*Task objective:* Up to and including the line that contains "position:relative; flex:1; overflow:hidden", reproduce every line exactly, beginning with the first line below.

(Saved entries)

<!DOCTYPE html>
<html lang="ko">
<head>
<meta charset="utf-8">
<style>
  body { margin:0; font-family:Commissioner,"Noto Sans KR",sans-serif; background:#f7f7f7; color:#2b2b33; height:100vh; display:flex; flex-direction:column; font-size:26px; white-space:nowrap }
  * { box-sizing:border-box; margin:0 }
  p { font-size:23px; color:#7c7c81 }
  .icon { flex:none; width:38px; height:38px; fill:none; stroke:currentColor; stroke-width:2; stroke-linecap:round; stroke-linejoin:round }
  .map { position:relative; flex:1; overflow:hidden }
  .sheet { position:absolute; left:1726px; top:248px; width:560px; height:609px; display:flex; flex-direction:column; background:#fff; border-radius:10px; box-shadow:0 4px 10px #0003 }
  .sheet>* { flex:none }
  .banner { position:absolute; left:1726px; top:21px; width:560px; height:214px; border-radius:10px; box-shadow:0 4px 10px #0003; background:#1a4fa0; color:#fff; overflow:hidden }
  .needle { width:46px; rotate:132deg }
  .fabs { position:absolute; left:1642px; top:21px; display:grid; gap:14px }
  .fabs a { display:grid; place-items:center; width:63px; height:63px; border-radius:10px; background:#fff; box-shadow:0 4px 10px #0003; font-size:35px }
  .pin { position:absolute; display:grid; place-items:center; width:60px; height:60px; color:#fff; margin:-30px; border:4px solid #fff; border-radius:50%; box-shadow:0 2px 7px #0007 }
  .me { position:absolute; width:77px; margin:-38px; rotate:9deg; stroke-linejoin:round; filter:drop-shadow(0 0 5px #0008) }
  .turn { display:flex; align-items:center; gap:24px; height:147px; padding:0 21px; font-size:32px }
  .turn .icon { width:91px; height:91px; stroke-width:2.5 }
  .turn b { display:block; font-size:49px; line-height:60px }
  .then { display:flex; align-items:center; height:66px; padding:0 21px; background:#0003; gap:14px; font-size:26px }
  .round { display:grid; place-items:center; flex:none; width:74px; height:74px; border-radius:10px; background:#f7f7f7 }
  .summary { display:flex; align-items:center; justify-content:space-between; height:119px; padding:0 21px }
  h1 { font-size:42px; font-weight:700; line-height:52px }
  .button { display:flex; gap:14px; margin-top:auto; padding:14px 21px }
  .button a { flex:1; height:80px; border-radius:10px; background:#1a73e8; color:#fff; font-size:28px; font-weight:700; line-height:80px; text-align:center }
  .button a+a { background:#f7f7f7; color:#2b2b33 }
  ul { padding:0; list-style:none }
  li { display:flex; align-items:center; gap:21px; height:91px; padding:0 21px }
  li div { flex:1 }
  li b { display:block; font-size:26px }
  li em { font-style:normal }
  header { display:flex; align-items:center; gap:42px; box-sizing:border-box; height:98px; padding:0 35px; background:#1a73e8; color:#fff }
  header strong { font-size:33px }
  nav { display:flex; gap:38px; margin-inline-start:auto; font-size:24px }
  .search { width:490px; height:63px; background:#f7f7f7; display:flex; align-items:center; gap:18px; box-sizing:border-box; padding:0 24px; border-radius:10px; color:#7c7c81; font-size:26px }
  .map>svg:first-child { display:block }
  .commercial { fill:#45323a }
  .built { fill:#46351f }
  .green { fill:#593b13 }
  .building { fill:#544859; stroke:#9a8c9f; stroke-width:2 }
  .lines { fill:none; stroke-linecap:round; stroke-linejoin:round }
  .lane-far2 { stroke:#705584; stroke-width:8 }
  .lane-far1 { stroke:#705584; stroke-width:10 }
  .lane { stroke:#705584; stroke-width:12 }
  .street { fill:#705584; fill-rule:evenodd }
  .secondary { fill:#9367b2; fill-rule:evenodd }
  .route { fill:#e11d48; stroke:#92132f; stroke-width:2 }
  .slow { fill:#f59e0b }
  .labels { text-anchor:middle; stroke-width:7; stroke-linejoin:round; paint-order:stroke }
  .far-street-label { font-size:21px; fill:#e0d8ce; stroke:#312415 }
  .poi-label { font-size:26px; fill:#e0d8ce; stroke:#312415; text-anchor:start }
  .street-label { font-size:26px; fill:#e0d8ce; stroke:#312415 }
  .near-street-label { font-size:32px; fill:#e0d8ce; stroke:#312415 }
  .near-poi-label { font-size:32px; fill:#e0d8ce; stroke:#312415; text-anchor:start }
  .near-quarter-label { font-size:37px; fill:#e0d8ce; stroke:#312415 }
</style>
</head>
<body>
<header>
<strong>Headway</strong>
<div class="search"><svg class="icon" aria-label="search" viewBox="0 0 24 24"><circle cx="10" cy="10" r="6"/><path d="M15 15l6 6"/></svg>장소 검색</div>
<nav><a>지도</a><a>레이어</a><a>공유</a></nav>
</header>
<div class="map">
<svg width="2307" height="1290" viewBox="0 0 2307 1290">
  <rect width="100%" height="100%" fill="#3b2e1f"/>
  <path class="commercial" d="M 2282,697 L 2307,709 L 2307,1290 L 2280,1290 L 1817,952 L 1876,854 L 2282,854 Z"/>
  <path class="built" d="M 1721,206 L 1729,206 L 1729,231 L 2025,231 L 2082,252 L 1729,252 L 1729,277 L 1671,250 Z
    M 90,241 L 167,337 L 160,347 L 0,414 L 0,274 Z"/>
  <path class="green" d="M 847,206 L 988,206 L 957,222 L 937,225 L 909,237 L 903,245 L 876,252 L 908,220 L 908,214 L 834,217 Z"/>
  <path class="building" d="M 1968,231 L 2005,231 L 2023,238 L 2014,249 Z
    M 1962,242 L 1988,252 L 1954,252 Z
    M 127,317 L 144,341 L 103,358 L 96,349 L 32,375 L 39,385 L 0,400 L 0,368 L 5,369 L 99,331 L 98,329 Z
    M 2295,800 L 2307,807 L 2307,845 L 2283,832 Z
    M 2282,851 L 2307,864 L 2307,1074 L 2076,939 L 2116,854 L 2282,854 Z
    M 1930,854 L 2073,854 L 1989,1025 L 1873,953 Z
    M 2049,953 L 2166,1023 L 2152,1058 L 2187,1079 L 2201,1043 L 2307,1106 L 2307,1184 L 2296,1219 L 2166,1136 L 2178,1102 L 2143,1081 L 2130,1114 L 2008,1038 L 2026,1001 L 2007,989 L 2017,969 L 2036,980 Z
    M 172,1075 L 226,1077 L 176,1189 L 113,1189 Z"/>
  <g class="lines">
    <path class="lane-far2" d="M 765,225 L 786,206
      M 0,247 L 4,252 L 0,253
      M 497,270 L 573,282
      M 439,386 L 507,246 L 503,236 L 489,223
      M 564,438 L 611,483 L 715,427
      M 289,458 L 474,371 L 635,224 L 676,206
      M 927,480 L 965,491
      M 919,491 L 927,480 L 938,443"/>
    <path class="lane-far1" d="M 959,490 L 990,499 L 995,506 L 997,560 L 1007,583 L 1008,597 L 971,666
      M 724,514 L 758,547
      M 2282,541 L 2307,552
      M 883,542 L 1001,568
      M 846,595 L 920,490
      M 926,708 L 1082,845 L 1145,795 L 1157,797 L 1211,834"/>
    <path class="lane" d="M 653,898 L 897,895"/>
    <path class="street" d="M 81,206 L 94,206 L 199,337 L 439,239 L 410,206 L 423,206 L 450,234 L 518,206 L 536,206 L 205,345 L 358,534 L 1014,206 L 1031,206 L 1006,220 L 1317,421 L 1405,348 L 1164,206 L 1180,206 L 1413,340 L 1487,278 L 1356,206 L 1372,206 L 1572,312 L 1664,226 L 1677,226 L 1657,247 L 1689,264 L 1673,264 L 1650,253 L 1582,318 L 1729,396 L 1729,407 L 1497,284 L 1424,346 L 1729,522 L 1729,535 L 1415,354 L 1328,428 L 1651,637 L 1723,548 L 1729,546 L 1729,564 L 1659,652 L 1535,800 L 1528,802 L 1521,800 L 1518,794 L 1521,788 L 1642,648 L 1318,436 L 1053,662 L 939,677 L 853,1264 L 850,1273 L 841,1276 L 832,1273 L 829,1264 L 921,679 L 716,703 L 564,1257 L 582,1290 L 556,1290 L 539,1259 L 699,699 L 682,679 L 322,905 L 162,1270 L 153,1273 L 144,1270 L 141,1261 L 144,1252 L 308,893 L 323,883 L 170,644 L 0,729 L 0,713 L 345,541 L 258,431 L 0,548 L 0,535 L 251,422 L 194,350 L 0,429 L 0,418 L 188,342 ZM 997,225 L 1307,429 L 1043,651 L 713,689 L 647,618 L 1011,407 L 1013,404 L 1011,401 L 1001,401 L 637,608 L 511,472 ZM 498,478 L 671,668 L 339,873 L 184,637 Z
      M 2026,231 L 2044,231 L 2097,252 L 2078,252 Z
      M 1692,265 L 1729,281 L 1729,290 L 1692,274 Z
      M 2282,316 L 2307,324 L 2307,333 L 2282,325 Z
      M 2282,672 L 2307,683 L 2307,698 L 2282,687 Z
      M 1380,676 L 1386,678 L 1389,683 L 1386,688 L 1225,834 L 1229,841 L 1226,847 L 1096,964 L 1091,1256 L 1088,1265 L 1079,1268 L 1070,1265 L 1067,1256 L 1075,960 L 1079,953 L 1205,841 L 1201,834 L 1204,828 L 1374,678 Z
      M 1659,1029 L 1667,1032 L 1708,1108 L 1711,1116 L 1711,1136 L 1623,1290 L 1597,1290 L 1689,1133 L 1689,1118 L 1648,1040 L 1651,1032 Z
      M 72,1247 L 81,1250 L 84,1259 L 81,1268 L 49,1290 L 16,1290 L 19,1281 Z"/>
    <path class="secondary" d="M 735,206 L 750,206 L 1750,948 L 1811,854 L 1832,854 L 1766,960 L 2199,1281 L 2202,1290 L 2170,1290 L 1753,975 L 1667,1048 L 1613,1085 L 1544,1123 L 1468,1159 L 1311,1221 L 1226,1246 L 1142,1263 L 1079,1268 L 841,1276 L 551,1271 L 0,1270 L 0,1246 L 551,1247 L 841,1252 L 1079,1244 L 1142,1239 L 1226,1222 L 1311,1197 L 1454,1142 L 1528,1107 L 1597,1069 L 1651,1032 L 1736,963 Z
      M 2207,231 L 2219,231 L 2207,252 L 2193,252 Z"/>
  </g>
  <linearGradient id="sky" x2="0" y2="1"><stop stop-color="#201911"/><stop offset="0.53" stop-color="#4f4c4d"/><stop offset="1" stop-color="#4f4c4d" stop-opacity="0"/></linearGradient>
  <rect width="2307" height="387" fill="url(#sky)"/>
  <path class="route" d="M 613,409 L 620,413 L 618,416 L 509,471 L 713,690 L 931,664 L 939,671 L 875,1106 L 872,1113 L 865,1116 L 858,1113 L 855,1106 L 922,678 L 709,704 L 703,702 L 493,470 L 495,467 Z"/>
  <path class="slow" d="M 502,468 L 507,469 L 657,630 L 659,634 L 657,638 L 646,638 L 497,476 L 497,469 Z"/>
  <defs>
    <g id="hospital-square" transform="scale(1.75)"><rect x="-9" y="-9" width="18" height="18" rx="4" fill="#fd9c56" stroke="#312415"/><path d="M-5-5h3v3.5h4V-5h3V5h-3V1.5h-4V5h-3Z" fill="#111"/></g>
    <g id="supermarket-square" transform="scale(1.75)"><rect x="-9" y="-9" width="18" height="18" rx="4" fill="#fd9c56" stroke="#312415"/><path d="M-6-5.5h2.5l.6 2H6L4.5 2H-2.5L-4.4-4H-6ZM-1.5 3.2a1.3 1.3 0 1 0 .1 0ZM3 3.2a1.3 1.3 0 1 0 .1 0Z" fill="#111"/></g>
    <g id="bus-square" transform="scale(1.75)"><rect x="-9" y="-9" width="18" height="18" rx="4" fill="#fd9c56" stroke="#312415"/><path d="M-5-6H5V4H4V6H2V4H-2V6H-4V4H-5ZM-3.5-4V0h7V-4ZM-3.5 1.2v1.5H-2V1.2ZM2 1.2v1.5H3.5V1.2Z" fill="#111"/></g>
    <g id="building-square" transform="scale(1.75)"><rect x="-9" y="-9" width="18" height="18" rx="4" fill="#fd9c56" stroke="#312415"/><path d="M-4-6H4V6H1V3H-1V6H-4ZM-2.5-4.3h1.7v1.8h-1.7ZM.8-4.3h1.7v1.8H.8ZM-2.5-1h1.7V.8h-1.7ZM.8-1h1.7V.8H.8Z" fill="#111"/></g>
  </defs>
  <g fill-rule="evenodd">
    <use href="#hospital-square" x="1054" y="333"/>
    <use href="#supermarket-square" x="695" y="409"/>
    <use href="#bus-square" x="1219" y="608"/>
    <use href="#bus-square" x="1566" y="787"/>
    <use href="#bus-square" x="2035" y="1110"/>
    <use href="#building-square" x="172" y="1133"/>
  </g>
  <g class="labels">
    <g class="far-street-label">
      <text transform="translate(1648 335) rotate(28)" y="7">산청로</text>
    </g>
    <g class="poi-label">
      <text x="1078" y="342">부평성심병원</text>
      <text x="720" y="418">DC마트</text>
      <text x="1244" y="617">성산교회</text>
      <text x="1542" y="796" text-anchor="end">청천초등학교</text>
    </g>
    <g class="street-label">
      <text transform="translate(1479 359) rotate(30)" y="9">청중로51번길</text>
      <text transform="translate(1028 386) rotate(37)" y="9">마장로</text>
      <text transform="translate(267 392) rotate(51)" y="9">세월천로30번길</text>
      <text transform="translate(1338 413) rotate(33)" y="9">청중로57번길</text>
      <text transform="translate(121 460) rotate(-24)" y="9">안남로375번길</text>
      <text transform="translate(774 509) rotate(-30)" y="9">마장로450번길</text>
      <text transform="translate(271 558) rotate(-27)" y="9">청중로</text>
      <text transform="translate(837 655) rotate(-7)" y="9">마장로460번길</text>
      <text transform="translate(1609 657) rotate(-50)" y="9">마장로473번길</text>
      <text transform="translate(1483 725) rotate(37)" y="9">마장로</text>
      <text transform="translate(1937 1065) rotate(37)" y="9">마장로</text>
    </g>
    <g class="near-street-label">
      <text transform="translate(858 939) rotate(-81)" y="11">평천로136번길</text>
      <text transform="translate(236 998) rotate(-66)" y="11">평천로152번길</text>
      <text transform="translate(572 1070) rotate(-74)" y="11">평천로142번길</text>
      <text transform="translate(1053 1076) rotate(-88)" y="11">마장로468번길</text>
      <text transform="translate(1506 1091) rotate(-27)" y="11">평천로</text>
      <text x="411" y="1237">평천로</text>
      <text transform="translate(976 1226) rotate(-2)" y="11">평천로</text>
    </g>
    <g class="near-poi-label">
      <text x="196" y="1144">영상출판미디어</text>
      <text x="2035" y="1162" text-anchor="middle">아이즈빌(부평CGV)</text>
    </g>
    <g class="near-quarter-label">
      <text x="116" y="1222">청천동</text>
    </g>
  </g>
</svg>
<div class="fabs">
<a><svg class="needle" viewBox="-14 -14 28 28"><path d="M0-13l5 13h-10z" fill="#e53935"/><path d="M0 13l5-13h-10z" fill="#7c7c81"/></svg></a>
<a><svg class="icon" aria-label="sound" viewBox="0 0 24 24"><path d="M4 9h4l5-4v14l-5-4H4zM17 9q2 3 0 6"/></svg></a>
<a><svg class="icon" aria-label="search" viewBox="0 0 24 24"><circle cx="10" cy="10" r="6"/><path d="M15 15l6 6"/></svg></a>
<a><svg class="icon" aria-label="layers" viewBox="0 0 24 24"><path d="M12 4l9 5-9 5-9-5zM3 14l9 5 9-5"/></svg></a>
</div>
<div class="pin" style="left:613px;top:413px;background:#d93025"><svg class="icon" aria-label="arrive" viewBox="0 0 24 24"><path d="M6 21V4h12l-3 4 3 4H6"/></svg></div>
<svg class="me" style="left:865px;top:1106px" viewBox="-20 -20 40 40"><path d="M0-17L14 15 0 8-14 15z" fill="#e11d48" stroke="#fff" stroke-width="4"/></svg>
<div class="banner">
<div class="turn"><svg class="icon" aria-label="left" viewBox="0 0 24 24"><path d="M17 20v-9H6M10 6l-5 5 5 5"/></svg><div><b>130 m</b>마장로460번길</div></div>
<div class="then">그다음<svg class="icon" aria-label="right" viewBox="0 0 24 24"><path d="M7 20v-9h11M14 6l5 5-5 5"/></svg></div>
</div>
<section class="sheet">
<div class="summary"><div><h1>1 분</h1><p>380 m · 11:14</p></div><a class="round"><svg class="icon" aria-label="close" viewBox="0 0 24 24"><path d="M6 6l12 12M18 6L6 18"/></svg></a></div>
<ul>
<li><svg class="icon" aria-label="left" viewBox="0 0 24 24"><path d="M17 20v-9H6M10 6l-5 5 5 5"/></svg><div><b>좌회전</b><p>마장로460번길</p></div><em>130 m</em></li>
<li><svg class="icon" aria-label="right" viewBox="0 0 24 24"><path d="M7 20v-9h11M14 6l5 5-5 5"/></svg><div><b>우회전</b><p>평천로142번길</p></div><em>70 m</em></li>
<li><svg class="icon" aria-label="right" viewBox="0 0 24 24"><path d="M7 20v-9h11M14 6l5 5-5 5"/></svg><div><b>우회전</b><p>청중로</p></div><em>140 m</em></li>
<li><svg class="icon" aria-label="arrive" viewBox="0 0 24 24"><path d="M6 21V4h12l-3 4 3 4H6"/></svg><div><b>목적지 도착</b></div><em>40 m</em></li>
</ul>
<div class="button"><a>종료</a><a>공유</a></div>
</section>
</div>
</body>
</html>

*Output:*
<!DOCTYPE html>
<html lang="ko">
<head>
<meta charset="utf-8">
<style>
  body { margin:0; font-family:Commissioner,"Noto Sans KR",sans-serif; background:#f7f7f7; color:#2b2b33; height:100vh; display:flex; flex-direction:column; font-size:26px; white-space:nowrap }
  * { box-sizing:border-box; margin:0 }
  p { font-size:23px; color:#7c7c81 }
  .icon { flex:none; width:38px; height:38px; fill:none; stroke:currentColor; stroke-width:2; stroke-linecap:round; stroke-linejoin:round }
  .map { position:relative; flex:1; overflow:hidden }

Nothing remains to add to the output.